I am not really sure how much to ask for this and was hoping someone here can help me. I have at least 36oz (more than that actually) of various fragrance oils that I would like to sell as a lot, preferably locally because I imagine shipping will be expensive. 

There are also a few other soap/bath and body crafting items I was going to include like a silicone mold, half a container of citric acid, a bag of beeswax, etc. They were purchased from 2009-2011 from various suppliers including Brambleberry, Oregon Trail, Wholesale Supplies Plus, Day-Star, Brighter Scents, etc and are ranging in size from 1oz to 16oz. I know I paid a pretty penny for some of them- the ylang ylang oil alone was something like $18 for the little vial. I don't expect to get back what I paid, but do you have any suggestions for a fair asking price for all of it?
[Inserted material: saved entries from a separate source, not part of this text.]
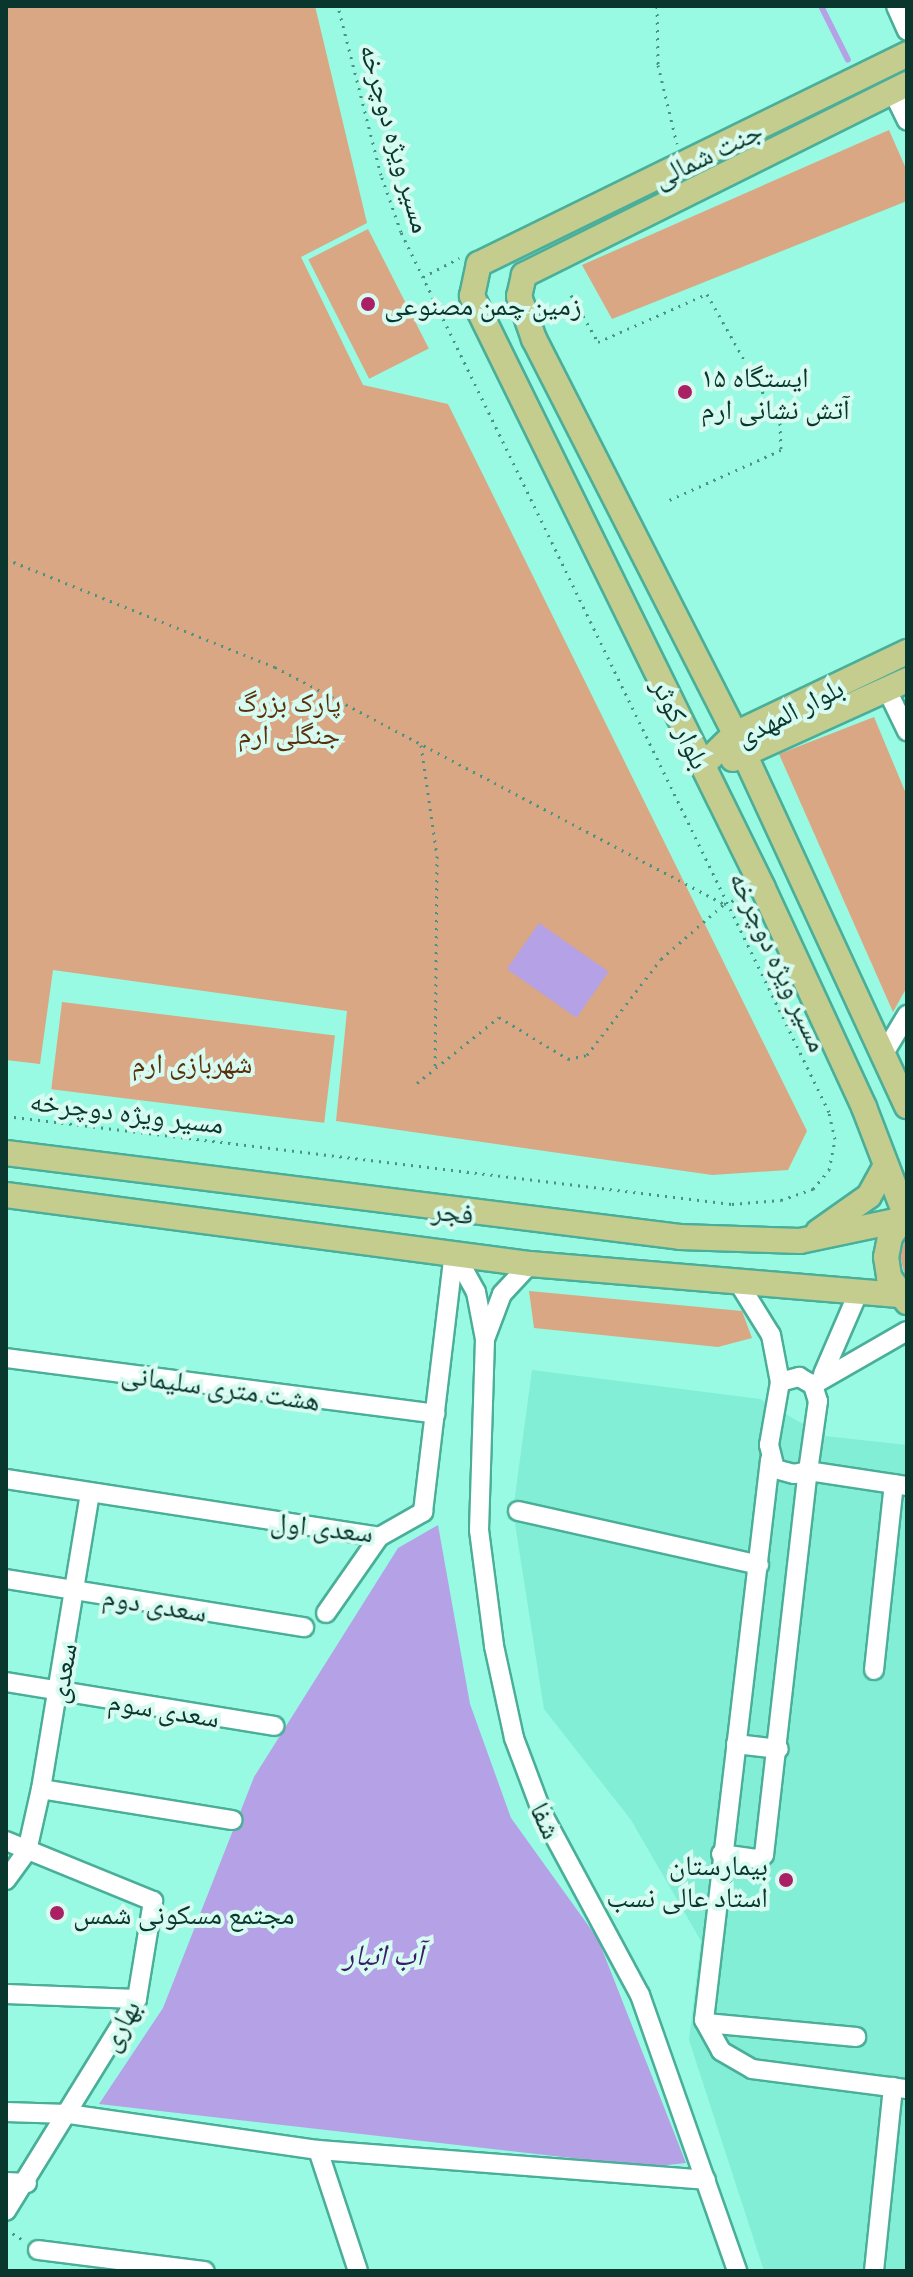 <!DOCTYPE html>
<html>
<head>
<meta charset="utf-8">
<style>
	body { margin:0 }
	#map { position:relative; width:913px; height:2277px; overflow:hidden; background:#98fae2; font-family:"Exo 2","Noto Naskh Arabic",sans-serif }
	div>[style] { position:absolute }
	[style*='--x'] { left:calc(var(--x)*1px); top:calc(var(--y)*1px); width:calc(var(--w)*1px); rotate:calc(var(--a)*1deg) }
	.built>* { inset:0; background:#82eed5 }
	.green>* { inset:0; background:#d9a784; transform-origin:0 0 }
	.water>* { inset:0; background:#b5a1e6; transform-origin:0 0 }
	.stream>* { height:6px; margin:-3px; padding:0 3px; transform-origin:3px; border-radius:3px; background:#b5a1e6 }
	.path>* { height:3px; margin-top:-1.5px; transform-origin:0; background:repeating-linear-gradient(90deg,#4c9282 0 2px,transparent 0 8px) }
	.roads { filter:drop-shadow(2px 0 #4aae99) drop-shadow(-2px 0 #4aae99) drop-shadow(0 2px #4aae99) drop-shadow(0 -2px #4aae99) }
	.minor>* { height:18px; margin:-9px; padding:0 9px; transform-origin:9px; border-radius:9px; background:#fff }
	.major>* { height:24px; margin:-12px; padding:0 12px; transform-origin:12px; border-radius:12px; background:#c4cd8e }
	.dots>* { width:22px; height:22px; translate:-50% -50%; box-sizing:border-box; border:4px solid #d7fbf1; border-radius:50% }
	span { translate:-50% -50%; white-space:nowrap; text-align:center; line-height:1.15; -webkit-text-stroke:8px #d7fbf1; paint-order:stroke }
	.street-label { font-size:28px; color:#09362d }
	.poi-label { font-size:28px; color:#09362d }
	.left { translate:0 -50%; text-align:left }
	.right { translate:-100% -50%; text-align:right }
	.park-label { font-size:28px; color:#5a300b }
	.water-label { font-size:30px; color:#3b1b6a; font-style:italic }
	.frame { position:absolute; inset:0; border:8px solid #09362d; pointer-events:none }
</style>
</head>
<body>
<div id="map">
	<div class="built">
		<i style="clip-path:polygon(532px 1370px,760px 1399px,824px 1436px,907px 1445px,907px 2271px,764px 2271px,689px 2040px,701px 1941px,631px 1820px,544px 1709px,513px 1511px)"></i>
	</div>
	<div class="green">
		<i style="clip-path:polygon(6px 6px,315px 6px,367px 223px,301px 257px,363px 385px,448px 404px,807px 1131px,788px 1170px,712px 1175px,336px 1121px,347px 1011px,53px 970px,40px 1064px,6px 1060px)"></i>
		<i style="clip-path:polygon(889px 130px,907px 171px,907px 201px,612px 319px,582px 265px)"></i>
		<i style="left:368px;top:229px;width:134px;height:67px;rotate:63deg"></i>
		<i style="clip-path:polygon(874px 717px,907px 796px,907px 987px,893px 1012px,779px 754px)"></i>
		<i style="left:62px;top:1002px;width:275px;height:88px;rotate:7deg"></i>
		<i style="clip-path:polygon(907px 1233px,907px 1285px,900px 1255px)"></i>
		<i style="clip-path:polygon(529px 1291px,742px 1311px,752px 1338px,718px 1347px,534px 1328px)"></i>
	</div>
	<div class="water">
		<i style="left:539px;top:923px;width:85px;height:56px;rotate:35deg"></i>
		<i style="clip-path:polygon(438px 1525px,470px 1704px,511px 1818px,598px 1939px,686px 2163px,650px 2167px,99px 2104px,163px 2008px,254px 1777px,398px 1548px)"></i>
	</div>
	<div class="stream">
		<i style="--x:821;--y:6;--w:60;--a:63.4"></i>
	</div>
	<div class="path">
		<i style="--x:657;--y:6;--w:59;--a:89"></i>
		<i style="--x:658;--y:65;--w:81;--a:76.5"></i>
		<i style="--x:423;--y:277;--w:41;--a:-27.8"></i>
		<i style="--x:571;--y:295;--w:54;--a:60.1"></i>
		<i style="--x:598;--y:342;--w:119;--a:-23.8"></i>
		<i style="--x:707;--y:294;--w:148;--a:60.5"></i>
		<i style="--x:780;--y:423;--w:27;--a:88"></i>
		<i style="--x:781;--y:450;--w:127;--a:155.9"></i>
		<i style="--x:6;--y:559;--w:290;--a:21.9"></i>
		<i style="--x:275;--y:667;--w:508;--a:27.83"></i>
		<i style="--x:421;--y:745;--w:112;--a:81.8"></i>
		<i style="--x:437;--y:856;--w:212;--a:90.5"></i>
		<i style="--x:417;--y:1083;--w:105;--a:-38.8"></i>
		<i style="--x:499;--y:1017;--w:81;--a:31.3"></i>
		<i style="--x:568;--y:1059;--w:19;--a:-12"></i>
		<i style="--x:587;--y:1055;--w:121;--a:-52.4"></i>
		<i style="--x:661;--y:959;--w:84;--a:-41.1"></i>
		<i style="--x:724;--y:904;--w:22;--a:-21"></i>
		<i style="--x:6;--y:1116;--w:731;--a:6.91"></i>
		<i style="--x:732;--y:1204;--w:49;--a:-4.7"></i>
		<i style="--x:781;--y:1200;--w:34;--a:-19"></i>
		<i style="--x:813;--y:1189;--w:25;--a:-50"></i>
		<i style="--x:829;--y:1170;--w:32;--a:-79"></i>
		<i style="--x:835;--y:1139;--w:28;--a:-103"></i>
		<i style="--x:829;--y:1112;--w:979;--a:-115.94"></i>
		<i style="--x:401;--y:232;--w:60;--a:-109.3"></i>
		<i style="--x:381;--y:175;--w:174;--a:-104.3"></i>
		<i style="--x:6;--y:2229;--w:20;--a:33"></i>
	</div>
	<div class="roads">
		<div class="minor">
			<i style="--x:896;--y:6;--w:27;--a:66"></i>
			<i style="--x:892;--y:90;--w:34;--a:64"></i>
			<i style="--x:887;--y:690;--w:46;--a:64"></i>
			<i style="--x:883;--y:1055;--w:47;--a:-59"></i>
			<i style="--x:454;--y:1252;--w:46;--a:61.2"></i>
			<i style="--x:476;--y:1292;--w:48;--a:79.2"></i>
			<i style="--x:485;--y:1339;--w:48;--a:-69.3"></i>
			<i style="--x:502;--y:1294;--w:41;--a:-47"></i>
			<i style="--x:738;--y:1282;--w:62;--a:58.1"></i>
			<i style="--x:771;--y:1335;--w:48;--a:79.2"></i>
			<i style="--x:485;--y:1339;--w:191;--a:91.8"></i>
			<i style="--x:479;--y:1530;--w:117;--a:82.6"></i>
			<i style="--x:494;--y:1646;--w:94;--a:77.7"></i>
			<i style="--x:514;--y:1738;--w:82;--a:69.4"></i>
			<i style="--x:543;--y:1815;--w:204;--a:61.7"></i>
			<i style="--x:640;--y:1995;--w:293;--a:70.6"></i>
			<i style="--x:6;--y:1358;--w:433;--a:7.4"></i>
			<i style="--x:823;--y:1374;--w:90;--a:-66.6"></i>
			<i style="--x:799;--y:1377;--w:16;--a:30"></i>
			<i style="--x:813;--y:1385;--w:17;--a:73"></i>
			<i style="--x:818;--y:1401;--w:71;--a:98.1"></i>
			<i style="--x:808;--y:1471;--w:14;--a:168"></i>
			<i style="--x:794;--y:1474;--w:20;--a:-165"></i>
			<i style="--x:775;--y:1469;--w:25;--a:-104"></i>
			<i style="--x:769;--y:1445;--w:64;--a:-80.1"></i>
			<i style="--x:780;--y:1382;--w:20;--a:-15"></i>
			<i style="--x:813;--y:1385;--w:108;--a:-29.9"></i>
			<i style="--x:770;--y:1460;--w:564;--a:96.72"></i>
			<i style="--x:704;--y:2020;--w:35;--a:61"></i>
			<i style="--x:721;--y:2051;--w:36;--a:30"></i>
			<i style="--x:752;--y:2069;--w:156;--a:7.4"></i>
			<i style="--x:6;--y:1479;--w:377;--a:8.8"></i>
			<i style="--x:379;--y:1537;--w:51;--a:-29.6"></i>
			<i style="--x:423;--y:1512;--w:262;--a:-83.2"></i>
			<i style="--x:518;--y:1511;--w:247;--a:12.6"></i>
			<i style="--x:6;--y:1579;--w:302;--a:9.2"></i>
			<i style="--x:326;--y:1613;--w:93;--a:-55.1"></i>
			<i style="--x:874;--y:1670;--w:187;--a:-83.9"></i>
			<i style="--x:6;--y:1682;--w:272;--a:9.3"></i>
			<i style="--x:736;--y:1744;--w:43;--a:6.6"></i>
			<i style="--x:41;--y:1789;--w:194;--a:9.2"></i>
			<i style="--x:6;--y:1841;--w:159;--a:22.2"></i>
			<i style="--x:153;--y:1901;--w:99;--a:99.3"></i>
			<i style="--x:137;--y:1999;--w:249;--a:121.7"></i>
			<i style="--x:721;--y:1854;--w:36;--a:8"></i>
			<i style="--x:757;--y:1859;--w:8;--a:-30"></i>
			<i style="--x:764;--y:1855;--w:387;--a:-83.5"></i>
			<i style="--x:808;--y:1471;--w:100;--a:8.6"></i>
			<i style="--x:6;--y:1880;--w:36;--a:-54"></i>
			<i style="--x:27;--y:1851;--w:64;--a:-77.3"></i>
			<i style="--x:41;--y:1789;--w:299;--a:-80.6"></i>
			<i style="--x:6;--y:1994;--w:131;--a:2.2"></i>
			<i style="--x:706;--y:2023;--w:151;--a:5.3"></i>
			<i style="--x:6;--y:2112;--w:62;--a:1.8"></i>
			<i style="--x:68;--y:2114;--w:253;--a:8.2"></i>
			<i style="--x:318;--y:2150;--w:389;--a:4.4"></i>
			<i style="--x:318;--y:2150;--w:127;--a:71.7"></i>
			<i style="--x:6;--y:2182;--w:21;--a:3"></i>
			<i style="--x:38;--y:2250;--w:168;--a:7.2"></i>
			<i style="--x:874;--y:2271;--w:185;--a:-84.1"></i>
		</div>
		<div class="major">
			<i style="--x:524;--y:275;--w:22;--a:103"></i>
			<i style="--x:519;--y:296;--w:46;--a:70.8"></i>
			<i style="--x:534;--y:339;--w:443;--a:63"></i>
			<i style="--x:735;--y:734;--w:410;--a:65.2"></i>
			<i style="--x:524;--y:275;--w:428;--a:-26.5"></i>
			<i style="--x:733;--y:759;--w:191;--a:-24.4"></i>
			<i style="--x:703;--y:765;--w:45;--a:-44.1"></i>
			<i style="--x:735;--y:734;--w:191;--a:-25.5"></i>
			<i style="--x:6;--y:1153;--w:679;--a:7.1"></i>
			<i style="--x:680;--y:1237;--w:120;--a:1.9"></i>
			<i style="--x:800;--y:1241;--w:102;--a:-11.9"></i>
			<i style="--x:6;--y:1195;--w:529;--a:7.5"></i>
			<i style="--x:530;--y:1264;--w:370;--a:4.8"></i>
			<i style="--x:905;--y:1214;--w:115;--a:-111"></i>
			<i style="--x:864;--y:1107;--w:241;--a:-114.8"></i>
			<i style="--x:763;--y:888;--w:660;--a:-116.18"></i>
			<i style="--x:472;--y:296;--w:33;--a:-78"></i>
			<i style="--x:479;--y:264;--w:477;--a:-26.1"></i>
			<i style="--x:905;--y:1215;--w:27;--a:124"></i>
			<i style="--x:890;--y:1237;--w:20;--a:101"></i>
			<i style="--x:886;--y:1257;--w:20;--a:81"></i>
			<i style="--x:889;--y:1277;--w:31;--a:54"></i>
			<i style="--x:818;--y:1232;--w:62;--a:-35.2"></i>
			<i style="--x:869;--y:1196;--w:35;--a:-61"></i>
		</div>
	</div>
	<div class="dots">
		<i style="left:368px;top:304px;background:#aa2064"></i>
		<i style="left:685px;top:392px;background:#aa2064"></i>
		<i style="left:786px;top:1880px;background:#aa2064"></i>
		<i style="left:57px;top:1913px;background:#aa2064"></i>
	</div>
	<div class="street-label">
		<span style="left:397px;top:138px;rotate:74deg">مسیر ویژه دوچرخه</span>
		<span style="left:707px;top:153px;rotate:-26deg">جنت شمالی</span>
		<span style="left:789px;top:711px;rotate:-27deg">بلوار المهدی</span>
		<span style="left:682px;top:723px;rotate:64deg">بلوار کوثر</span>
		<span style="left:780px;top:961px;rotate:65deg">مسیر ویژه دوچرخه</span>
		<span style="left:127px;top:1111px;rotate:7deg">مسیر ویژه دوچرخه</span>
		<span style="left:453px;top:1211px;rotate:7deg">فجر</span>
		<span style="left:221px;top:1386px;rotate:8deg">هشت متری سلیمانی</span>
		<span style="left:322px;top:1526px;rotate:6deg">سعدی اول</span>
		<span style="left:155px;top:1603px;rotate:9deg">سعدی دوم</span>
		<span style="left:61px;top:1673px;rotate:-80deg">سعدی</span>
		<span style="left:164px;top:1708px;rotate:9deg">سعدی سوم</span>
		<span style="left:547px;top:1820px;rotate:65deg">شفا</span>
		<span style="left:119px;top:2025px;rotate:-62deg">بهاری</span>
	</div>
	<div class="poi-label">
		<span class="left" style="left:384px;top:304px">زمین چمن مصنوعی</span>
		<span class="left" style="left:701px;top:392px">ایستگاه ۱۵<br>آتش نشانی ارم</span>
		<span class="right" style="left:768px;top:1880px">بیمارستان<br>استاد عالی نسب</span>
		<span class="left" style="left:73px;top:1913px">مجتمع مسکونی شمس</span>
	</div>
	<div class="park-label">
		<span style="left:289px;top:717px">پارک بزرگ<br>جنگلی ارم</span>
		<span style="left:192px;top:1062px">شهربازی ارم</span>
	</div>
	<div class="water-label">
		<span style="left:383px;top:1953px">آب انبار</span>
	</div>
	<div class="frame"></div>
</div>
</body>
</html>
In the meantime, pictures speak louder than words:




























Thanks in advance for your help!

Lauren


----------



## Tinker (Apr 5, 2004)

I really don't know what they would be worth, but you might try looking on E-Bay for something similar, and see what it is going for there. The small bottles are great for beginners, or someone who makes small batches. Most soapers I know make fairly large batches, so 1 oz. would not do them much good. Unfortunately you probably won't get anything near what you paid for it. 

If you can't sell it in your area, post it here on the Barter Board.


----------



## HendricksHearth (Jul 18, 2009)

Thanks so much for your reply. I just checked e-bay and I don't know if I am searching for the right terms, but I couldn't find anything for a lot of mixed supplies like this. I guess I could try to do the FO's together and the beeswax, molds, acids, oils, etc. separate, but I am still not even sure where to begin on pricing. Are there other sites that people sell used crafting supplies (I did cold-process soap) besides e-bay that I could look at for comparison? Maybe a forum of some sort dedicated to soaping? 

Thanks again!

Lauren


----------



## beaglady (Oct 7, 2002)

You can try listing them on the barter board. Most fragrance oils in opened bottles seem to bring about $1 an ounce, but that might be better than nothing. For essential oils, I'll guess that they'll bring half of what they cost new. Selling soap supplies can be hit or miss, unless you have contact with a lot of new soapers.

Try the barter board - no cost to list them there. Most of the soap forums I know of have membership requirements sot hat new folks don't sign up and immediately start selling things.


----------



## HendricksHearth (Jul 18, 2009)

Thanks, I'll give it a try and see what happens!  

Lauren


----------